-------- Supplied data --------
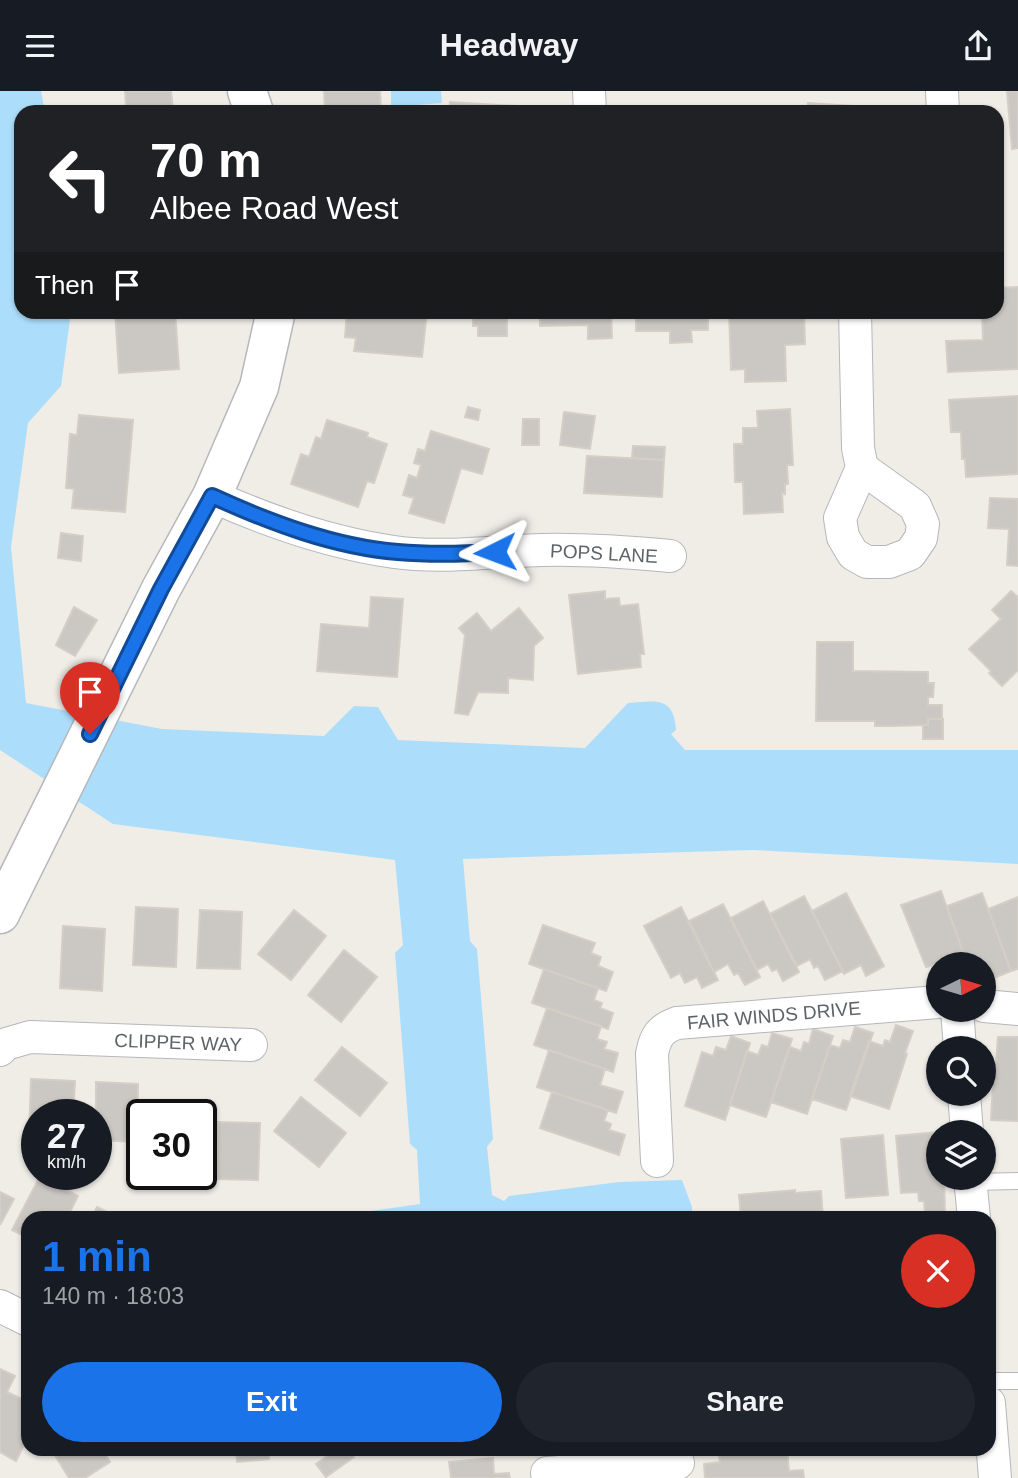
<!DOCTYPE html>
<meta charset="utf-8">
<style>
body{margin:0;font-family:Helvetica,sans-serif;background:#20242c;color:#f1f3f6;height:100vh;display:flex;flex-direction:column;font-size:26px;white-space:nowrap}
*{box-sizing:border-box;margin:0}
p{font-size:23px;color:#9ea1a6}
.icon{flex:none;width:38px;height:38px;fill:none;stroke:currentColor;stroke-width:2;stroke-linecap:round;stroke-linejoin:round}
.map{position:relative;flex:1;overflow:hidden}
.sheet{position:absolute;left:21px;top:1120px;width:975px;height:245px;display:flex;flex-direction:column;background:#171b24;border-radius:21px;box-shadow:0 2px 5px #0004}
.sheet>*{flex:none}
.hud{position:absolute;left:14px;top:14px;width:990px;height:214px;border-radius:21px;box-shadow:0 2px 5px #0004;background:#202124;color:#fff;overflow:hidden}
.needle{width:46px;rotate:85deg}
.buttons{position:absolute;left:926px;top:861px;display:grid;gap:14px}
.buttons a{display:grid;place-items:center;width:70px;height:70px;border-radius:50%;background:#171b24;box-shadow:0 2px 5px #0004;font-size:35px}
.speed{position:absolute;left:21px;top:1008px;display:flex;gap:14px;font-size:35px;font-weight:700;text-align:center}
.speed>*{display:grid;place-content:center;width:91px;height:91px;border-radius:50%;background:#171b24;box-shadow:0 2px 5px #0004;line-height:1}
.speed small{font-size:18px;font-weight:400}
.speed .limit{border:4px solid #111;border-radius:10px;background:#fff;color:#111}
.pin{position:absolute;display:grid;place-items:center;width:60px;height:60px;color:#fff;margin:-72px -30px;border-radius:50% 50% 50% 0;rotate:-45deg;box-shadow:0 0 7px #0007}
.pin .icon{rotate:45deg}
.me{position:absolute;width:77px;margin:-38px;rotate:267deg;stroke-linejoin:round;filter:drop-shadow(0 0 5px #0008)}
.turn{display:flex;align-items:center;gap:24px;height:147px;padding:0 21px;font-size:32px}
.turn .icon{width:91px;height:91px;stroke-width:2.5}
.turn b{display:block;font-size:49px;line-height:60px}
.then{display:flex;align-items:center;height:66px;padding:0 21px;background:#0003;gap:14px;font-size:26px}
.round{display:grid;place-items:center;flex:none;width:74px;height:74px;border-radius:37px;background:#20242c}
.overview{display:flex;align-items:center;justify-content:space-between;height:119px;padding:0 21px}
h1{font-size:42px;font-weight:700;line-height:52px;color:#1a73e8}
.cta{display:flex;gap:14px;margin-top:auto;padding:14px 21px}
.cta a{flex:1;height:80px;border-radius:42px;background:#1a73e8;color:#fff;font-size:28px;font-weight:700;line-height:80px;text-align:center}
.cta a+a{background:#20242c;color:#f1f3f6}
header{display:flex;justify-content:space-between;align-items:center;height:91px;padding:0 21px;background:#171b24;font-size:32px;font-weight:700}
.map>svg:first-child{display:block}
</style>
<header><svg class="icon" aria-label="menu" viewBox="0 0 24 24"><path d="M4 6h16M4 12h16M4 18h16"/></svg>Headway<svg class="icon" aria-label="share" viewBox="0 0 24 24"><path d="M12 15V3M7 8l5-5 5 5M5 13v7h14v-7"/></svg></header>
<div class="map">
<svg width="1018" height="1387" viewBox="0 0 1018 1387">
<rect width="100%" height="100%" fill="#f0ede7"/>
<!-- water -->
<path fill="#acdefb" d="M0,0H41L45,21H21V220L71,221L61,295L28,332L11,456L26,612L162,638L324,645L354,615L378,616L398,649L585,657L628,612C656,610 674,605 676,639L671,643L685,659H1018V773L753,759L463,768L470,850L477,858L493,1048L487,1056L492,1104L504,1110L509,1105L619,1091L682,1089L692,1116V1127H321L420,1113L417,1059L410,1053L395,862L403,854L395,769L113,733L0,659Z
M391,0H441L442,12L391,16Z"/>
<!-- building -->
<path fill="#cbc8c3" stroke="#d4cfc6" stroke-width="2" d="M125,0H171L173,18H171V21H110V17L126,15Z
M324,0H380L381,21H325Z
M1007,0H1018V57L1012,58Z
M450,11L532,16V21H449Z
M808,12L883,17V21H807Z
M1018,196V278L948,281L946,250L983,249L982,220H998V197Z
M115,220H175L179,278L119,282Z
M347,220H427L422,266L354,260L356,247L345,246Z
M473,220H507V245H478V235H473Z
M540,220H611L612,247L588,248V234L540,235Z
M636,220H708V239H691L692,251L670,252V240H636Z
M729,220H804L805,253L785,254L786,290L745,291V278L731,279Z
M1018,305V383L966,386L965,368H962L961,341H951L949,309Z
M468,316L480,319L478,329L465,326Z
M790,318L793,374H787L788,393H785V403L782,402L783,421L744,423L743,391H735L734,353H743V337H758L757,320Z
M564,321L595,325L590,358L560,354Z
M79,324L133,329L125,421L72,417L74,398L66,397L70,343L77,344Z
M523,328H539V354H522Z
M327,329L368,342L367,346L387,353L374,392L367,390L358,416L291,393L301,363L309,366L316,346L321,348Z
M431,340L489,358L482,383L461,377L444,432L409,422L414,407L403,404L409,384L417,387L421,374L414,372L418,358L425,360Z
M633,355L665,356L664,369L632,367Z
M587,365L664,369L662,406L584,402Z
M990,407L1018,408V475L1007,474L1009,438L988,437Z
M61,442L83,445L81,470L58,467Z
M605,500V508L619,507L620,515L638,513L644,563H640L641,576L578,583L569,504Z
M1011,500L1018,506V579L1002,595L989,582L991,580L969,558L1001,528L992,519Z
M371,506L403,508L397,586L317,580L321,533L369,537Z
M74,516L97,529L75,565L56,554Z
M519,517L543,547L534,555L533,589L508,587V602L478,601L468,624L455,622L465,544L459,537L477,522L491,540Z
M817,551H853V580L928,581V592H934L933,606H928V614H942V628H928V634L891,635H875V630H816Z
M928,628H943V648H923V634H928Z
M941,800L966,870V873H945L944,871L926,876L901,814Z
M846,802L884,875L866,885L861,874L844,883L812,820Z
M982,802L1011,880L992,888L986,873H980L977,866L966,870L947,815Z
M804,805L843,880L825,889L818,875L814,877L810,868L797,875L770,823Z
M1018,806V878L1011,880L988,818Z
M763,810L799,881L783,890L777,878L772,880L768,873L757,879L731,827Z
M723,813L760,886L745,894L738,882L734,884L728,873L714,881L689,830Z
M136,816L178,818L176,876L133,874Z
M681,816L718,889L702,897L697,886L685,892L680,882L671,887L644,835Z
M200,819L242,821L240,878L197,877Z
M294,819L326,845L291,889L258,863Z
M543,834L595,852L591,862L601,866L598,875L613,881L606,900L529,873Z
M63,835L105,838L102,900L60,897Z
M344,859L377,886L341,931L308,904Z
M544,878L598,897L594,909L602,912L600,917L613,922L608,938L532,912Z
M547,917L601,935L597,948L607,951L604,958L618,962L613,981L534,954Z
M896,934L913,940L905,962L907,963L889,1018L850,1005L869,950L883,955L885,949L890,951Z
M855,936L873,942L846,1019L812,1008L830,954L840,957L843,949L850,951Z
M813,938L833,945L807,1023L771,1011L790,956L801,960L804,951L809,953Z
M772,942L792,948L766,1026L730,1014L747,960L758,964L762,954L768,956Z
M731,945L750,952L725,1029L685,1015L702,961L713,965L716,956L726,959Z
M998,946H1018V1030L991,1029L994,971L996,972Z
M342,956L387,992L360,1025L315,989Z
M549,959L605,978L600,994L623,1001L616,1022L537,996Z
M31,988L75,990L73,1024H37V1046H29Z
M96,991L138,993L137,1051L96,1049Z
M552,1001L608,1019L604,1030L611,1033L609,1039L625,1044L619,1064L540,1037Z
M301,1006L346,1042L319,1076L274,1040Z
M218,1031L260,1032L258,1089L216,1088Z
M938,1041V1087H944L945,1122L925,1124L924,1110H919L918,1101L901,1102L896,1045Z
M883,1044L888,1104L846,1107L841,1048Z
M151,1083H193V1087Z
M40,1085L78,1105L67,1127H28V1147L12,1139Z
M795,1099V1102L821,1100L823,1127H741L739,1104Z
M0,1101L14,1108L0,1134Z
M97,1116L119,1127H91Z
M0,1278L15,1285L7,1301L28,1311V1346L16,1370L0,1361Z
M51,1358H102L110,1371L85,1387H69Z
M236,1358H268L269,1368L237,1371Z
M330,1358H348L354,1366L326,1386L316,1373L333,1361Z
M729,1358H787L789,1380L803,1379L804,1387H705L704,1373L720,1371L719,1364H730Z
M493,1367L494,1383L509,1382L510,1387H451L449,1371Z"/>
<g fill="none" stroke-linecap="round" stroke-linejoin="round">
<!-- service casing -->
<g stroke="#b4b7bb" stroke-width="18">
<path id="service" d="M971,1091L1018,1090
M989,1290H1018"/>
</g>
<!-- minor casing -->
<g stroke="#b4b7bb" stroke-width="34">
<path id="minor" d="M589,0L590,21
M942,0L943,21
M855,220L858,357L862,377L840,427L843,446L853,463L867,471H889L910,463L921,447L923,433L915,415L862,377
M212,405C270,431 330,452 394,461C443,468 493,460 542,459C585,458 627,461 670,465
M984,915L1018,918
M957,919L960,957
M0,959L6,953L30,946L251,954
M964,1003L967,1041
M657,1070L652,963C655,946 660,938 677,932L938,911
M970,1087L974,1127
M0,1215L28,1229
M989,1312L995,1387
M547,1382L678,1372"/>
</g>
<!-- tertiary casing -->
<g stroke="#b4b7bb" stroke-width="41">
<path id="tertiary" d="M247,0L254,21
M0,823L161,498L212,405L259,296L276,220"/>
</g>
<!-- service -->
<use href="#service" stroke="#fff" stroke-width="16"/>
<!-- minor -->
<use href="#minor" stroke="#fff" stroke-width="32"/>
<!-- tertiary -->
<use href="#tertiary" stroke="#fff" stroke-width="38"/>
</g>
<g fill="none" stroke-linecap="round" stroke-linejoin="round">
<!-- route casing -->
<g stroke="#114b97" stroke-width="18">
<path id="route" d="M90,643L161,498L212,405C269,431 334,456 398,461C431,464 463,463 495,461"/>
</g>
<!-- route -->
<use href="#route" stroke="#1a73e8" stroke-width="12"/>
</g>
<g text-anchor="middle" stroke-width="6" stroke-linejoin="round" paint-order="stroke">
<!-- street labels -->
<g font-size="19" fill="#5e6367" stroke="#fff">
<text transform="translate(604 462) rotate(3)" y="7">POPS LANE</text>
<text transform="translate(774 924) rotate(-5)" y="7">FAIR WINDS DRIVE</text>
<text transform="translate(178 951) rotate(2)" y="7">CLIPPER WAY</text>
</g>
</g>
</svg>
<div class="buttons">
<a><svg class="needle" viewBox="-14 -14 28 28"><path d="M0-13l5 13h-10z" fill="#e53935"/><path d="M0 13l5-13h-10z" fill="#9ea1a6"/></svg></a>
<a><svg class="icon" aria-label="search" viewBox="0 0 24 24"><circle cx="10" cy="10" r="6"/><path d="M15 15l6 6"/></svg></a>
<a><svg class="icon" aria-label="layers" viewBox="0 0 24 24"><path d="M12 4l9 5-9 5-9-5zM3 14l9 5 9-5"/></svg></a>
</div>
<div class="speed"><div>27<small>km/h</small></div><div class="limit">30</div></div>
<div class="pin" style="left:90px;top:643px;background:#d93025"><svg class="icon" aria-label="arrive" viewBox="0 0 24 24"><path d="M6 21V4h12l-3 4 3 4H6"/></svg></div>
<svg class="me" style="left:495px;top:461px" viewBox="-20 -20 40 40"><path d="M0-17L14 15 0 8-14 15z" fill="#1a73e8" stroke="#fff" stroke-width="4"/></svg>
<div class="hud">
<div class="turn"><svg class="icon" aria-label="left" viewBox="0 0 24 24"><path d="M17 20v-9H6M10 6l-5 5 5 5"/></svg><div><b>70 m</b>Albee Road West</div></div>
<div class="then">Then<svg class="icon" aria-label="arrive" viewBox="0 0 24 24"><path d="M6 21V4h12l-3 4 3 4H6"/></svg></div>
</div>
<section class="sheet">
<div class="overview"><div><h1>1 min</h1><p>140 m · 18:03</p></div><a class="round" style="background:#d93025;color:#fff"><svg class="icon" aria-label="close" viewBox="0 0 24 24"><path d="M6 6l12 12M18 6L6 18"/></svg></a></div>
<div class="cta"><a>Exit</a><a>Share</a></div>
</section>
</div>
--------
Copy whichever lines of the records above contain the word "hidden".

Reply>
.map{position:relative;flex:1;overflow:hidden}
.hud{position:absolute;left:14px;top:14px;width:990px;height:214px;border-radius:21px;box-shadow:0 2px 5px #0004;background:#202124;color:#fff;overflow:hidden}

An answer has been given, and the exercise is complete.